Aunque ACNUR está contento por este descubrimiento, la fuente principal de agua por el momento será un lago situado a unos 9 kilómetros de Ab Gadam. El problema con el lago es que el agua es impura y no apta para beber. Sin embargo, se ha construido una planta de tratamiento de aguas con la ayuda de los socios de ACNUR Norwegian Church Aid y el Comité Internacional de Rescate.

Tratada con químicos en grandes tanques con forma de cebolla, el agua marrón del lago sale clara, limpia y lista para beber y cocinar tras un ciclo de 11 horas. Actualmente, la planta puede producir suficiente agua limpia como para suministrar a cada refugiado por lo menos 10,5 litros por día, por encima del nivel mínimo de supervivencia,pero todavía muy por debajo del mínimo recomendado en situaciones de emergencias.

Así, aunque no hay colas en el campo para recoger agua, el Comité Internacional de Rescate está instalando otra planta de tratamiento mientras que la perforación de pozos continúa a buen ritmo.

Algunos refugiados están encontrando sus propias fuentes de agua. Halima, amiga de Zenab, recoge el agua de lluvia, al igual que hacía en su pueblo, y la usa para lavar la ropa, limpiar ollas y sartenes, y para la higiene de su familia.
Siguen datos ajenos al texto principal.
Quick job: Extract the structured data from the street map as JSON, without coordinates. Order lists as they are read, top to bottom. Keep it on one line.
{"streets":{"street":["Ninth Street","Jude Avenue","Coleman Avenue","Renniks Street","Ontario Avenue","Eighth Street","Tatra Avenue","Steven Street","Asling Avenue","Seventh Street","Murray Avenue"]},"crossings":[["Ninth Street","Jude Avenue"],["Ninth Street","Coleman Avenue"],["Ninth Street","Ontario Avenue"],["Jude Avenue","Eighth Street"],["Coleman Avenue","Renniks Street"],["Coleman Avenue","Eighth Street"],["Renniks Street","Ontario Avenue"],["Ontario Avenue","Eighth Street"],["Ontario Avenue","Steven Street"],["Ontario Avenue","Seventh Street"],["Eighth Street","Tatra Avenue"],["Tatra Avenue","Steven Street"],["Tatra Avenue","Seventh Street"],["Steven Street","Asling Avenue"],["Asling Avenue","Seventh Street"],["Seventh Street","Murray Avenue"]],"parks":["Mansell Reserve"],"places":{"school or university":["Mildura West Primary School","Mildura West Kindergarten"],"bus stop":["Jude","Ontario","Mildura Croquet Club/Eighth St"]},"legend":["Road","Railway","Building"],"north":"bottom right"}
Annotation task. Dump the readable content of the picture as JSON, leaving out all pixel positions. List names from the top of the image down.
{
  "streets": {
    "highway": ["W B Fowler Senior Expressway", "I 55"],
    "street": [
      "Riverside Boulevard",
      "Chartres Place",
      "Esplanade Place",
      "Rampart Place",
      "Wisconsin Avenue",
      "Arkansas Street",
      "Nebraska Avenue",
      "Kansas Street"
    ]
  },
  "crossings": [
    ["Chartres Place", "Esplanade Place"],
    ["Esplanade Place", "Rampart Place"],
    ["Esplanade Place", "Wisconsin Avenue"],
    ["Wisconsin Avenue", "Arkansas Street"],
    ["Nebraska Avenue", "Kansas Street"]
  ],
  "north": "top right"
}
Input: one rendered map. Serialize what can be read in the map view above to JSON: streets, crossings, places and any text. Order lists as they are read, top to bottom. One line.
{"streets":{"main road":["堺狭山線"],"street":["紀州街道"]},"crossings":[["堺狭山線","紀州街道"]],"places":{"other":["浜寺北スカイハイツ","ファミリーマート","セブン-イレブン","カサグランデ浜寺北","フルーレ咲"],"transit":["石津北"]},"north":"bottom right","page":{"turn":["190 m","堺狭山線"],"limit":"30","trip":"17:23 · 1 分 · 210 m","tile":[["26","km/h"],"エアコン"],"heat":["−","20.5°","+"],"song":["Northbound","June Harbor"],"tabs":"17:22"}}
Al igual que Zenab, ella entiende lo importante y esencial que es el agua limpia para la salud. Pero no todo el mundo lo sabe y por eso ACNUR y sus socios llevan a cabo programas de sensibilización sobre la importancia del agua limpia, el saneamiento y la higiene. “Es importante que todo el mundo, incluidos los niños, conozcan cómo usar bien el agua y los peligros que conlleva beber agua sucia” dice Barka Mahamat Barka, el experto de agua y saneamiento de ACNUR.

Los propios refugiados se están involucrando en los esfuerzos por hacer un mejor uso de los suministros de agua. Recientemente se eligió un comité de agua con el fin de controlar el suministro.

Mientras tanto, Zenab y su familia están agradecidos por su ración diaria de unos 80 litros de agua. Pero todavía le preocupa el futuro y por eso conserva su bidón lleno de agua de reserva: le hace sentirse un poco más segura.